[Python-Dev] Patch making the current email package (mostly) support bytes

Thu Oct 7 17:15:18 CEST 2010

On Thu, 07 Oct 2010 15:00:04 +0900, "Stephen J. Turnbull" <stephen at xemacs.org> wrote:
> R. David Murray writes:
> 
>  > > But that's not interesting; you did that with Python 3.  We want to
>  > Of course I did it with Python3.  It's the Python3 email codebase
>  > I'm working with (and have to work *around*).
> 
> Sure.  My point is that it has nothing to do with the expections of
> people trying to upgrade their apps to Python 3, and meeting those
> expectations is an important requirement of the specification of
> email5, right?

Well, not necessarily, no.  Python3 broke backward compatibility.
*Some* changes are going to have to be made in user code to make it
work with email5.  Where we can minimize those changes we should,
but it isn't a requirement, no.  With my patch, the minimization will
be message_from_string --> message_from_bytes, message_from_file -->
message_from_binary_file, and in some cases Generator --> BytesGenerator,
for those programs that need to deal with wire format data that is not
7bit clean.  Programs that only *generate* emails should need few
if any changes, but that is already true (that's the half of email
that is working :).

> Actually, in context we were not talking about a random character that
> came in from outside, we were talking about U+FFFD that *we*
> generated, and *know* that it's the only non-ASCII character in the
> string because we replaced all the others with it.

Ah, so that *was* what you were suggesting.

> Of course the best we can do with 'From: =?UNKNOWN?Q?p=C3=B6stal' or
> 'From: p\xc3\xb6stal' on input is to save the encoded or raw bytes
> representation and spit it back out on output.

Yes.  And I haven't actually dealt with what to do with non-ascii
characters or RFC2047 unknown-8bit characters when decoding
headers in email6.  In issue 6302 we are talking about adding a
decode_header_to_string method for email5 where the same issue arises,
and so we'll need to make a decision soon.  Presumably we'll use U+FFFD
to replace them (along with registering defects in email6).

> The MIME-charset = UNKNOWN dodge might be a better way of handling
> this.  The str is all ASCII, so won't raise exceptions unless the app
> itself objects to MIME encoded-words for some reason.  OTOH, the
> presence of encoded words will be a red flag to any human viewer, and
> after processing with .flatten(), the receiver is likely to DTRT (from
> the receiving human's point of view, per that human's configuration).

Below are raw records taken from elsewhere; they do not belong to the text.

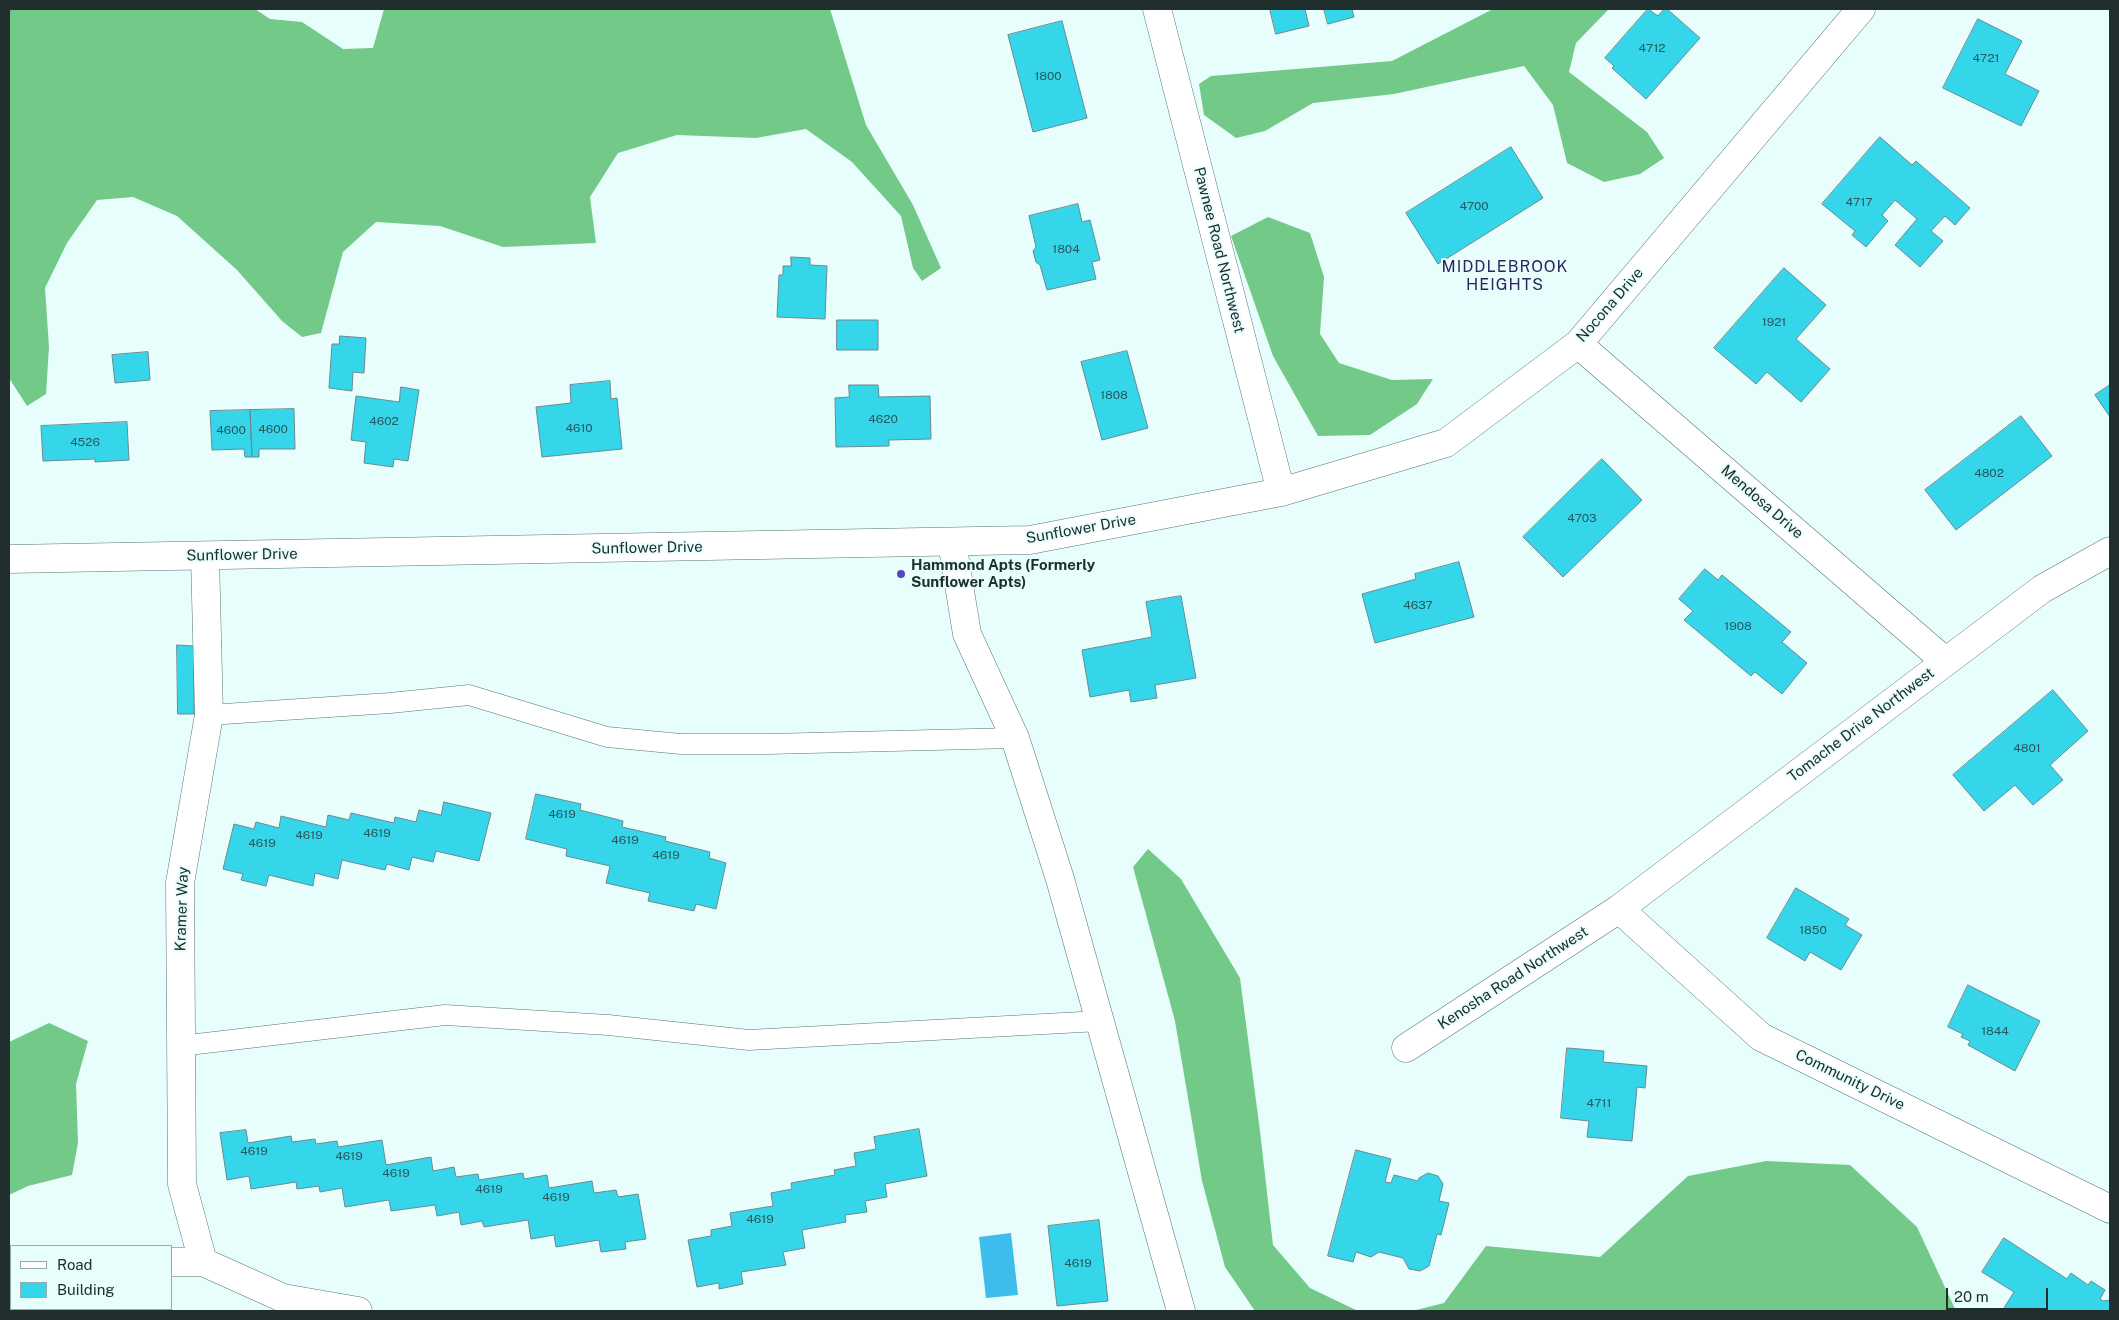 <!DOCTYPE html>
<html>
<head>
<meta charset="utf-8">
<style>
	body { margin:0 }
	#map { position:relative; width:2119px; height:1320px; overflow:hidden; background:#e8fefc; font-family:"Public Sans",sans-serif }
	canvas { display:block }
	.frame { position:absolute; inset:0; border:10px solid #202e2d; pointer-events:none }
	.legend { position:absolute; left:10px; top:1245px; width:162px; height:65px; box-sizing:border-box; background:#e8fefc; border:1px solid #98aba9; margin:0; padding:6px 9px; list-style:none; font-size:15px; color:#202e2d }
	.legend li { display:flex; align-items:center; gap:10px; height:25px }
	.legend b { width:25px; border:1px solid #98aba9 }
	.scale { position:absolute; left:1946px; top:1288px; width:102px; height:22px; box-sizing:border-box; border:2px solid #202e2d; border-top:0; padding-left:6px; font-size:15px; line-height:18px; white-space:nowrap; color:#202e2d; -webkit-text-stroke:4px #e8fefc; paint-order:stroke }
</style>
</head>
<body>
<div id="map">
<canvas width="2119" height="1320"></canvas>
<div class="frame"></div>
<ul class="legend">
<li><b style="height:6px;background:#fff"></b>Road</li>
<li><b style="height:14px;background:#36d6ea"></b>Building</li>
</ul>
<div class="scale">20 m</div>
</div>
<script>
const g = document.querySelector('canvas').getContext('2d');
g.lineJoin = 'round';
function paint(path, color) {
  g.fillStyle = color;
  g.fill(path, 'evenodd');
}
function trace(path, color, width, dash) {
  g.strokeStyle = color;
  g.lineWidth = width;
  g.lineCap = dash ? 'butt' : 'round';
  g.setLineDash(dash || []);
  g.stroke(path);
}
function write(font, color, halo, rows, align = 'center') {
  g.font = font + ' "Public Sans",sans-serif';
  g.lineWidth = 4;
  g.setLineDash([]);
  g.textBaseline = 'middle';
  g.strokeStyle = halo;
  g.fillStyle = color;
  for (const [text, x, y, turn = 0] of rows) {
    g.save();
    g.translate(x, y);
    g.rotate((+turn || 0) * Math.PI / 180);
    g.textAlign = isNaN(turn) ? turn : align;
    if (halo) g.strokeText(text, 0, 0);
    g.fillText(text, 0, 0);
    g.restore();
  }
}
paint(new Path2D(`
	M9,9h246l15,10 32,3 41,27 30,-1 11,-39h446l36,116 47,80 28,63 -19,13 -9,-13 -12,-52 -49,-54 -46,-33 -50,9 -79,-3 -59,18 -28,44 6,46 -93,4 -63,-21 -64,-4 -33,30 -22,81 -19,4 -20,-16 -45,-51 -60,-54 -44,-19 -36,3 -30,43 -22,45 4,59 -3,47 -19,12 -18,-28z
	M1493,9h116l-33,34 -7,29 78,60 17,26 -24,16 -36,8 -37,-19 -14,-58 -29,-39 -130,28 -81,9 -48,28 -29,7 -32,-23 -5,-31 12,-8 181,-15z
	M1268,217l42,16 14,44 -4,57 19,29 53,17 41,-1 -16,25 -47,31 -52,1 -45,-80 -42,-120z
	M1148,849l33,30 59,99 20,153 13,114 37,43 48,23h-103l-30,-44 -23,-86 -27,-160 -42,-154z
	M49,1023l39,18 -12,43 2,59 -6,32 -44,11 -19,9v-153z
	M1766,1161l84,4 67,62 39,84h-544l32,-8 42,-57 114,11 88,-81z`), '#73ca88');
paint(new Path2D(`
	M1011,1233l7,62 -32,3 -7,-61z`), '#3dbdec');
const building = new Path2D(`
	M1270,9h35l4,17 -33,8z
	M1324,9h28l2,8 -26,7z
	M1648,9l10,7 6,-7h3l33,29 -54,61 -34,-31 2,-2 -9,-8z
	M1978,19l44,22 -17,33 34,17 -18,35 -78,-38z
	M1062,21l25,97 -54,14 -25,-97z
	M1880,137l32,28 4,-4 54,47 -15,17 -10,-9 -14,15 12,10 -23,26 -25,-22 22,-26 -22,-19 -13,15 6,6 -22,26 -14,-12 3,-4 -33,-27z
	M1511,147l32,51 -105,66 -32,-51z
	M1078,204l4,18 8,-2 10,40 -8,2 4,17 -49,11 -7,-25 -4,-3 -3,-11 3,-4 -7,-31z
	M791,257l19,1v7l17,1 -2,53 -48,-2 2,-42h4v-9h8z
	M1784,268l42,37 -30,34 34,30 -29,33 -34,-30 -11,12 -42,-36z
	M837,320h41v30h-41z
	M340,336l26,2 -2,35 -11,-1 -1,19 -23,-3 3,-44h7z
	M1127,351l21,77 -46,12 -21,-78z
	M148,352l2,28 -35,3 -3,-28z
	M610,381l1,18 6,-1 5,51 -80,8 -6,-50 35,-4 -1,-18z
	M849,385h29l1,12 51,-1 1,43 -42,1v6l-53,1 -1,-49 14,-1z
	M2110,385v32l-15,-22z
	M401,387l18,3 -11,71 -14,-2 -1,8 -29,-4 2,-21 -15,-2 5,-44 43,6z
	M294,409l1,40h-36v8h-7l-2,-47z
	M250,410l2,47h-7l-1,-8 -32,1 -2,-39z
	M2021,416l31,40 -96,74 -31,-40z
	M127,422l2,38 -34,2v-3l-52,2 -2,-35z
	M1602,459l40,41 -79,77 -40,-40z
	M1459,562l15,55 -99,26 -13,-49 54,-15 -1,-5z
	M1705,569l13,11 4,-5 69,57 -9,10 25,21 -25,31 -27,-22 -4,4 -67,-56 9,-9 -14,-12z
	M1181,596l15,82 -41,7 2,13 -26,4 -2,-12 -39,7 -8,-47 70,-13 -6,-35z
	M177,645l17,1v68h-16z
	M2053,690l35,41 -38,34 13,15 -30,25 -18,-20 -31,26 -31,-36z
	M536,794l45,10 -1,6 43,11 -1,6 44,10 -1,4 45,11 -1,6 17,5 -10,46 -20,-5 -2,7 -46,-10 2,-8 -44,-10 4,-17 -44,-10 1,-7 -41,-10z
	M444,802l47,11 -12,48 -43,-10 -3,11 -21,-5 -3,13 -22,-6 -2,6 -43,-10 -4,19 -23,-6 -2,13 -44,-11 -3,11 -25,-6 2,-6 -20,-5 11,-45 20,5 2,-7 23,6 2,-12 45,11 2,-12 21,5 2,-7 43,10 1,-6 21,5 3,-12 22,5z
	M1796,888l53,31 -4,6 17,10 -21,35 -31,-18 -5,9 -38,-23z
	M1968,985l72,36 -25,50 -47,-26 2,-4 -9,-4 2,-3 -15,-7z
	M1567,1048l37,3 -1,11 44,4 -2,22 -8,-1 -5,54 -45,-4 2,-16 -28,-3z
	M919,1129l8,47 -42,8 2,13 -22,4 2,11 -22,3 1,7 -44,8 3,18 -22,4 3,13 -45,7 2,12 -24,5v-6l-22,4 -9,-47 23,-4v-6l21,-4 -2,-13 43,-7 -2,-13 21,-4 -1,-6 44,-8 -1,-5 22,-4 -2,-13 22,-4 -2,-12z
	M246,1130l2,13 43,-7 1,6 23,-3 1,5 21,-3 1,6 44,-7 4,25 45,-8 2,14 21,-4 2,10 22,-3 1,6 44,-7 1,6 23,-4 2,13 43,-7 2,12 22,-3 2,7 20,-3 8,45 -21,3 1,7 -25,3 -2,-12 -43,7 -2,-12 -23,4 -3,-19 -44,7 -2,-6 -21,4 -2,-13 -22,4 -2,-11 -44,6 -2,-11 -44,7 -3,-19 -22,4 -1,-6 -22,3 -1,-7 -45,7 -2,-13 -22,4 -7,-47z
	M1356,1150l35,9 -6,23 6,1 3,-8 24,6 1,-3 9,-5 10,3 5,8 -4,17 10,2 -8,32 -4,-1 -8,32 -9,5 -11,-2 -6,-11 -24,-6 -8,5 -15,-5 -3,10 -25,-6z
	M1099,1220l9,81 -51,5 -9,-80z
	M2004,1238l63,41 4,-6 17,12 3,-4 14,9 -5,9 3,2 7,-1v11h-108l12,-19 -32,-20z`);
paint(building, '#36d6ea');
trace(building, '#698a90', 1);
const lane = new Path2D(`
	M209,715l181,-12 79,-8 138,42 74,7h87l247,-6
	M180,1046l265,-31 163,10 141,15 351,-19`);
const street = new Path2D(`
	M1157,9l124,483
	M1578,344l367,317
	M952,542l15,92 48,104 45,141 121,432
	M9,559l1021,-19 251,-48 165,-49 132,-99 283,-335
	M1619,909l142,128 349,172
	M1406,1048l213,-139 423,-320 68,-38
	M171,1262h32l80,36 75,13
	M203,1262l-21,-78 -2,-301 29,-168 -4,-159`);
trace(lane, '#557673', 21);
trace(street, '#557673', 29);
trace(lane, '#fff', 20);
trace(street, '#fff', 28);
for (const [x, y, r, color] of [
	[901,574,5,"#5944bc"]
]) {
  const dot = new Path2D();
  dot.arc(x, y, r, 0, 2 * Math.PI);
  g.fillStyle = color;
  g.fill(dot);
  trace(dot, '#e8fefc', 2);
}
write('12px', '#26585c', null, [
	["4712",1652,48],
	["4721",1986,58],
	["1800",1048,76],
	["4717",1859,202],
	["4700",1474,206],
	["1804",1066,249],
	["1921",1774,322],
	["1808",1114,395],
	["4620",883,419],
	["4602",384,421],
	["4610",579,428],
	["4600",273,429],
	["4600",231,430],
	["4526",85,442],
	["4802",1989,473],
	["4703",1582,518],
	["4637",1418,605],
	["1908",1738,626],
	["4801",2027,748],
	["4619",562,814],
	["4619",377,833],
	["4619",309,835],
	["4619",625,840],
	["4619",262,843],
	["4619",666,855],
	["1850",1813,930],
	["1844",1995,1031],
	["4711",1599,1103],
	["4619",254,1151],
	["4619",349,1156],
	["4619",396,1173],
	["4619",489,1189],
	["4619",556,1197],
	["4619",760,1219],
	["4619",1078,1263]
]);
write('15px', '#202e2d', '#e8fefc', [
	["Pawnee Road Northwest",1219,250,76],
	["Nocona Drive",1610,305,-49],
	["Mendosa Drive",1762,502,41],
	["Sunflower Drive",1081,529,-10],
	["Sunflower Drive",647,548,-1],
	["Sunflower Drive",242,555,-1],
	["Tomache Drive Northwest",1861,725,-37],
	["Kramer Way",182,909,-88],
	["Kenosha Road Northwest",1513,978,-33],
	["Community Drive",1850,1080,26]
]);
write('bold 15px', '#202e2d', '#e8fefc', [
	["Hammond Apts (Formerly",911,565],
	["Sunflower Apts)",911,582]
], 'left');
g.letterSpacing = '1px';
write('16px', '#2d255f', '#e8fefc', [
	["MIDDLEBROOK",1505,267],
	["HEIGHTS",1505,285]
]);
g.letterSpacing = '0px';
</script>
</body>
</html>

That is a very interesting idea.  It is the *right* thing to do, since it
would mean that a message parsed as bytes could be generated via Generator
and passed to, say, smtplib without losing any information.  However,
It's not exactly trivial to implement, since issues of runs of characters
and line re-wrapping need need to be dealt with.  Perhaps Header can be
made to handle bytes in order to do this; I'll have to look in to it.

>  > So you are suggesting that I should use U+FFFD encoded as UTF-8
>  > rather than '?' as the substitution character?  But earlier you said
>  > that people would probably rather not be forced to deal with Unicode
>  > just because there are invalid bytes in the message.  So that's
>  > probably not what you meant.
> 
> "Suggest" !=3D "recommend".  Talking to a wider base of users and
> developers, you might or might not find that to be a good idea.  I
> don't think the 800 million or so Chinese coming online in the next
> decade will much care whether you use U+FFFD or '?'.  The Japanese
> would prefer U+2639 WHITE FROWNING FACE or U+270C VICTORY HAND, no
> doubt ("crassly cute" is much beloved here).  Americans will likely
> prefer '?', as they probably have correspondents with legacy systems
> that won't like UTF-8 or perhaps don't have a font to display U+FFFD.

For the moment I think I'll stick with '?', with the idea of "fixing
that bug" by using the unknown charset trick at a later stage.

>  > Presumably you are suggesting that email5 be smart enough to turn my
>  > example into properly UTF-8/CTE encoded text.
> 
> No, in general that's undecidable without asking the originator,
> although humans can often make a good guess.  But not always: Japanese
> are fond of "four-character compound words", and I once found an
> 8-byte sequence (four 2-byte characters) that is idiomatic in both
> Shift JIS and EUC-JP.  Even a dictionary lookup can't determine the
> intended encoding for that sequence.

I was talking about unicode input, though, where you do know (modulo
the language differences that unicode hasn't yet sorted out).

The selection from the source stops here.